Circular map of plastomes from ten Chinese Artocarpus species. Genes inside and outside the circle are transcribed clockwise and counterclockwise, respectively. Genes from different functional groups are color‐coded. Inner circle: Dark gray represents GC content, and light gray represents AT content.
SSR and Repeat Analyses
3.2
The examination of the 10 plastomes revealed between 73 and 95 simple sequence repeats (SSRs), which exhibited lengths ranging from mononucleotide to hexanucleotide repeats, but not all six types of repeats were detected (Figure 2A). Mononucleotide repeats were the most prevalent, representing 60.23% to 70.27% of all SSRs (Figure 2A, Table S1). In all mononucleotide repeats, the A/T repeat type was predominant, but only zero to two C/G repeat types were identified. Notably, A. heterophyllus showed no pentanucleotide repeats, and A. altilis , A. heterophyllus , and A. nitidus subsp. griffithii lacked hexanucleotide repeats (Figure 2B, Table S1).
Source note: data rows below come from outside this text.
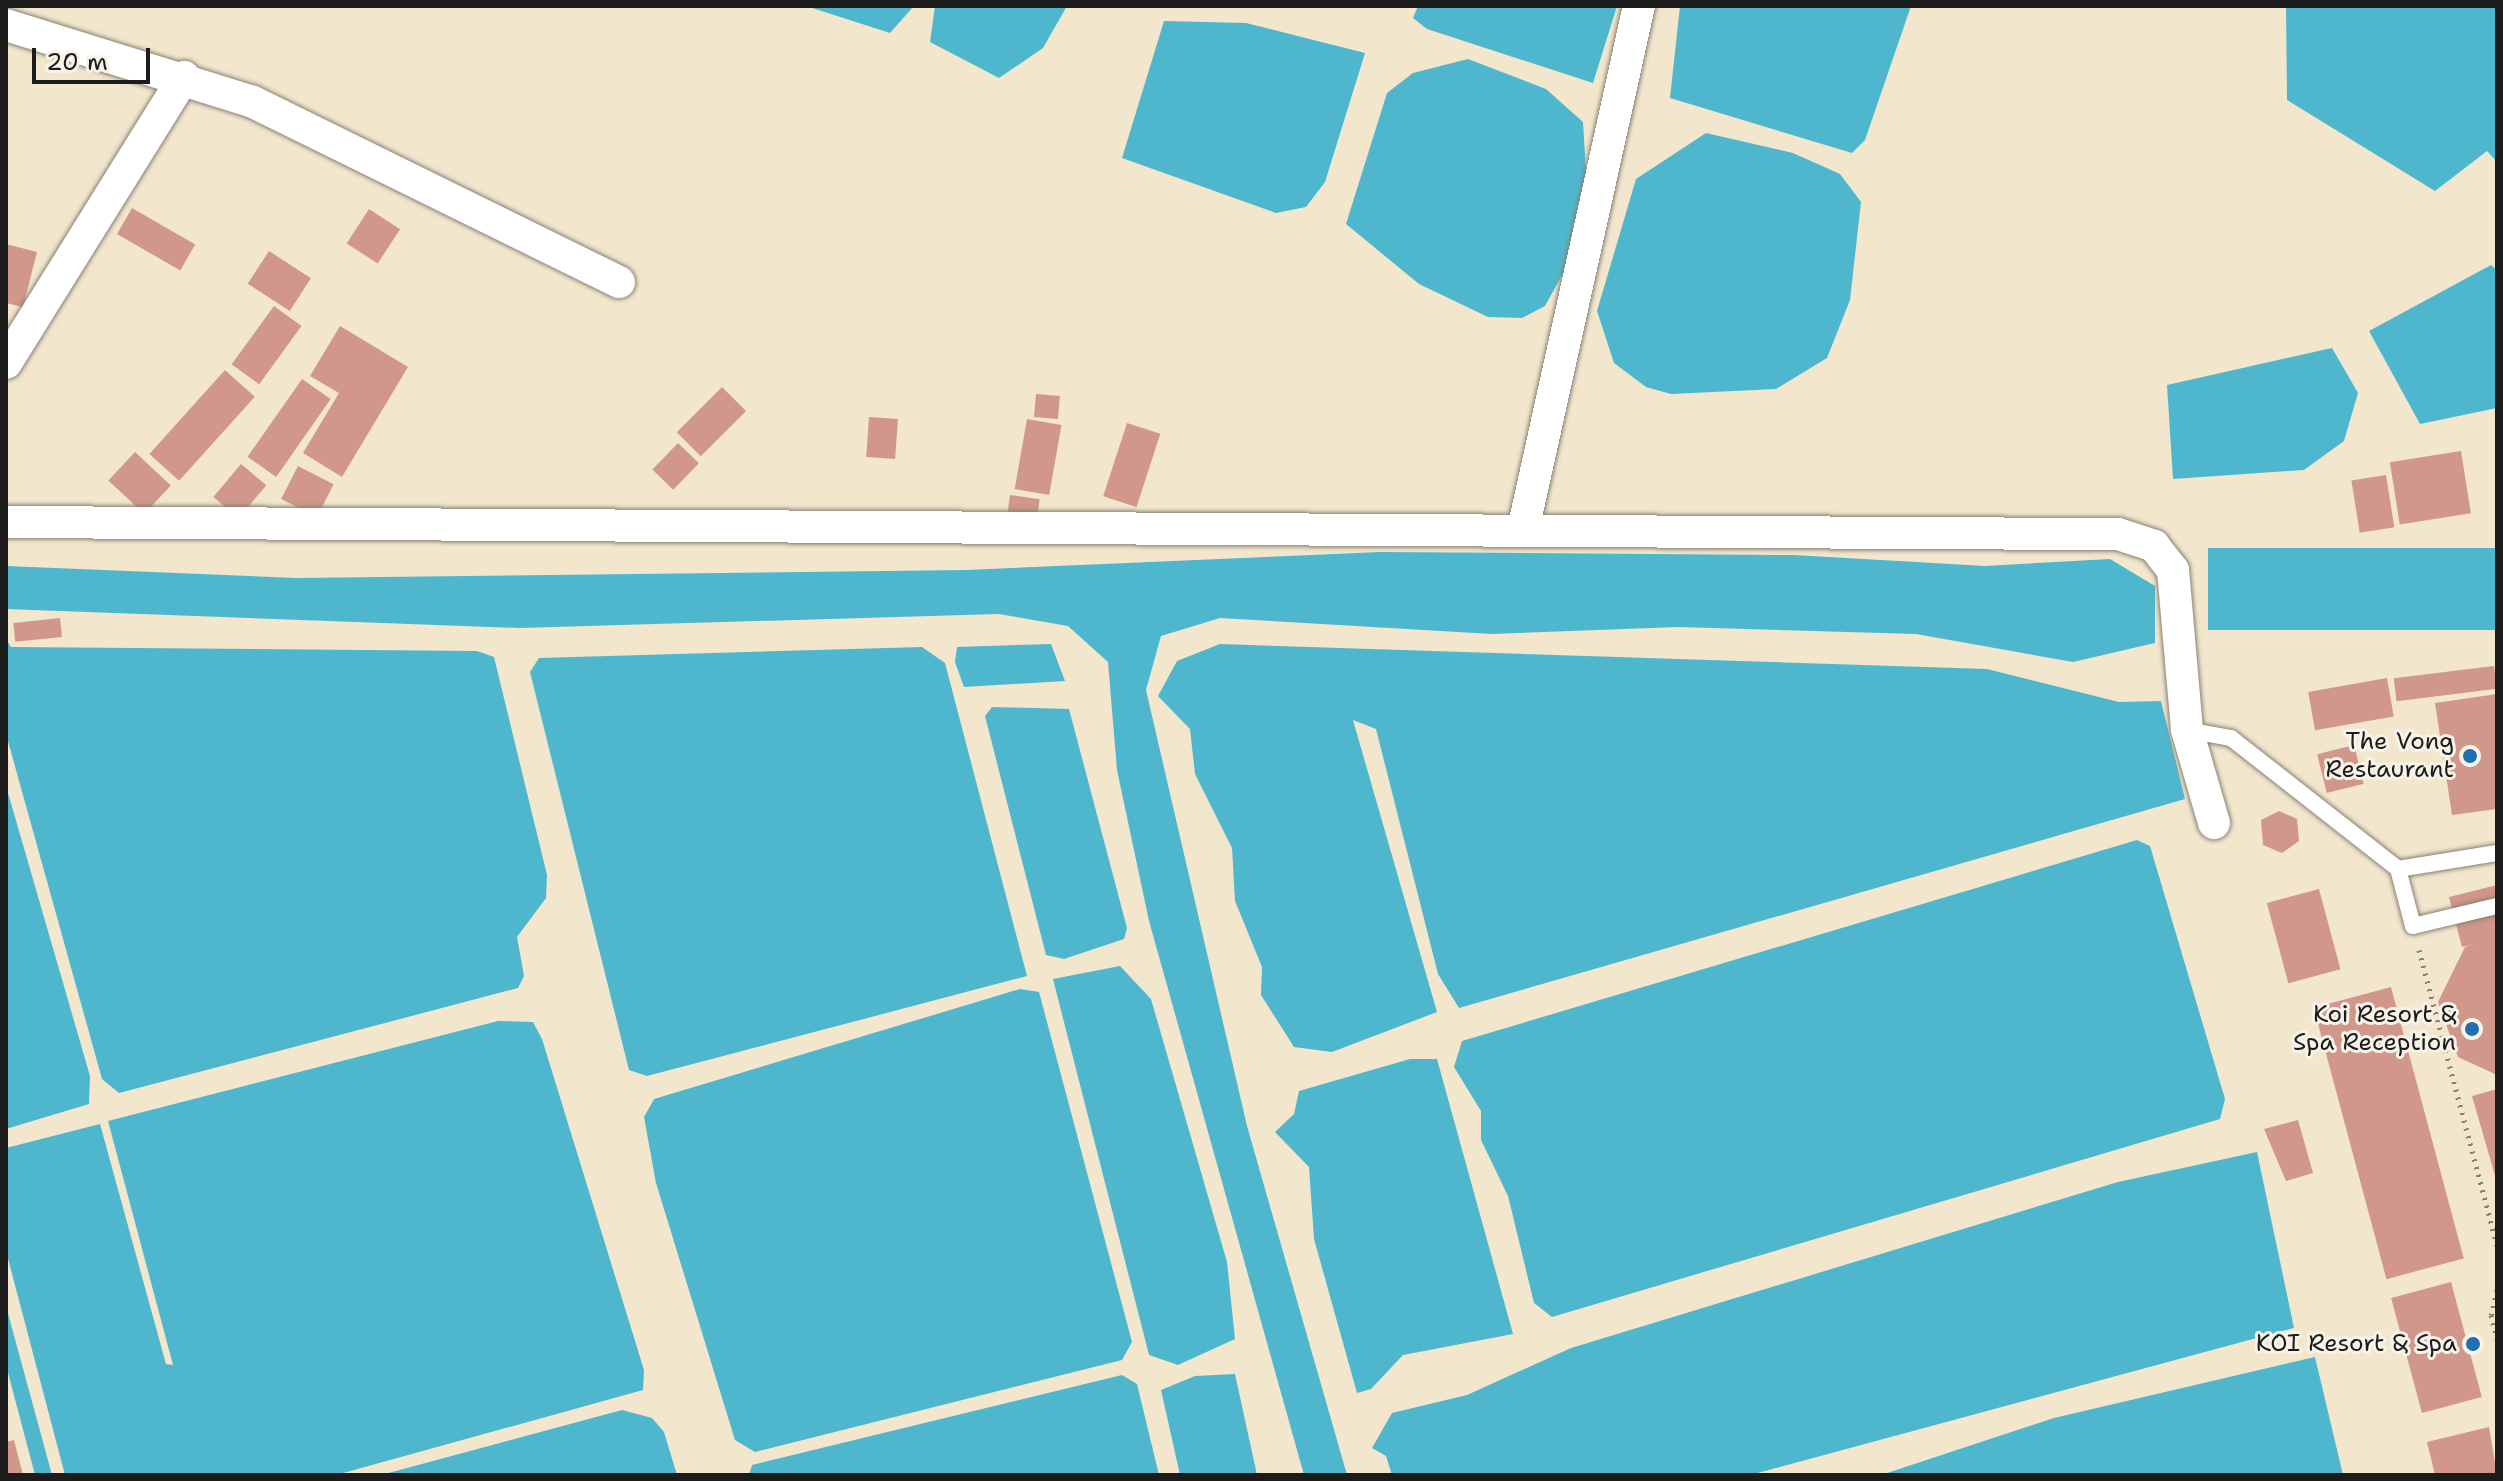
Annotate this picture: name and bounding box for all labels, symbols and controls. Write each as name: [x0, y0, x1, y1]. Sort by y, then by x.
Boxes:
scale bar: [36, 32, 154, 82]
text: 20 m: [46, 46, 108, 78]
place label: The Vong Restaurant: [2326, 728, 2454, 784]
marker: The Vong Restaurant: [2461, 747, 2479, 765]
place label: Koi Resort & Spa Reception: [2293, 1001, 2456, 1057]
marker: Koi Resort & Spa Reception: [2463, 1020, 2481, 1038]
place label: KOI Resort & Spa: [2256, 1330, 2457, 1358]
marker: KOI Resort & Spa: [2464, 1335, 2482, 1353]

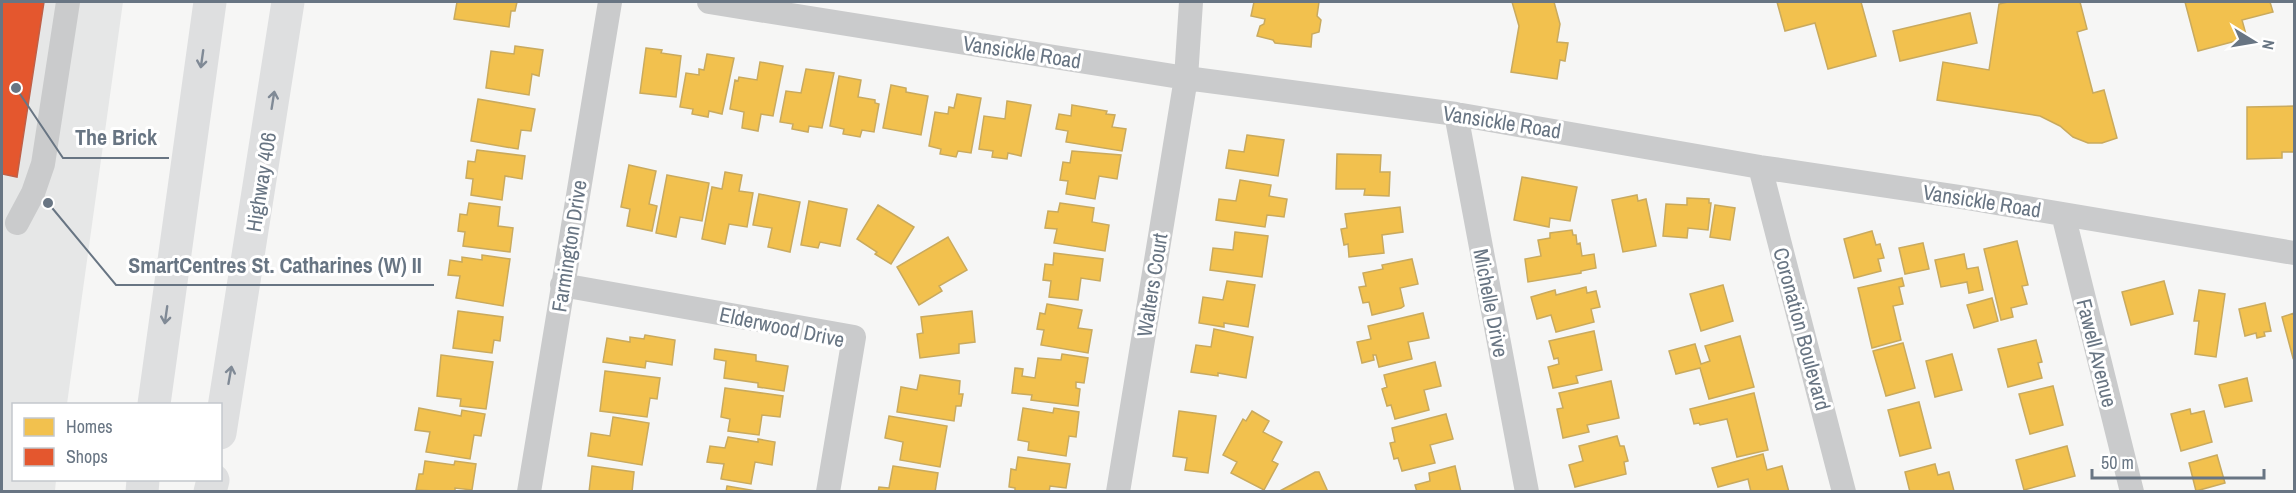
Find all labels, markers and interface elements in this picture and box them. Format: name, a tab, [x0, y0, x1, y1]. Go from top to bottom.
north arrow	[2224, 12, 2284, 72]
street label: Vansickle Road	[961, 28, 1083, 76]
text: N	[2257, 38, 2280, 52]
one-way arrow	[196, 49, 207, 69]
one-way arrow	[268, 90, 279, 110]
street label: Vansickle Road	[1441, 98, 1563, 146]
callout: The Brick	[63, 118, 169, 158]
text: The Brick	[75, 122, 158, 152]
street label: Highway 406	[239, 130, 283, 234]
street label: Vansickle Road	[1921, 177, 2043, 225]
street label: Farmington Drive	[544, 178, 594, 314]
street label: Walters Court	[1129, 231, 1175, 339]
street label: Coronation Boulevard	[1766, 244, 1838, 414]
callout: SmartCentres St. Catharines (W) II	[116, 245, 434, 285]
street label: Michelle Drive	[1466, 246, 1516, 360]
text: SmartCentres St. Catharines (W) II	[128, 250, 422, 280]
street label: Fawell Avenue	[2070, 296, 2124, 410]
street label: Elderwood Drive	[717, 300, 847, 354]
one-way arrow	[161, 305, 172, 324]
one-way arrow	[225, 366, 236, 386]
legend	[12, 403, 222, 481]
text: Homes	[66, 414, 113, 439]
scale bar	[2092, 442, 2264, 480]
text: Shops	[66, 444, 108, 469]
text: 50 m	[2101, 450, 2134, 475]

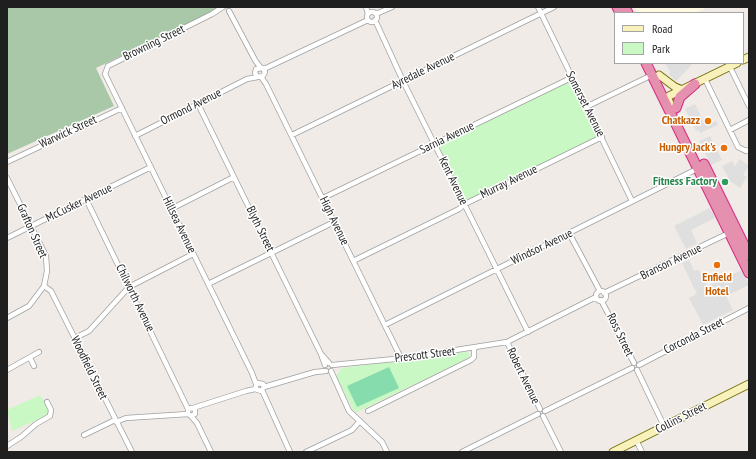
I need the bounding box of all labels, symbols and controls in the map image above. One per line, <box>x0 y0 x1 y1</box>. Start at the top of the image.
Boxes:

Types and counts of repeats. (A) Frequency of different SSR types. (B) Frequency of SSR motifs across distinct repeat classes. (C) Types and numbers of dispersed repeats. Left panel: Distribution of repeats by length; right panel: Distribution of repeat types. C, complement repeats; F, forward repeats; P, palindromic repeats; R, reverse repeats.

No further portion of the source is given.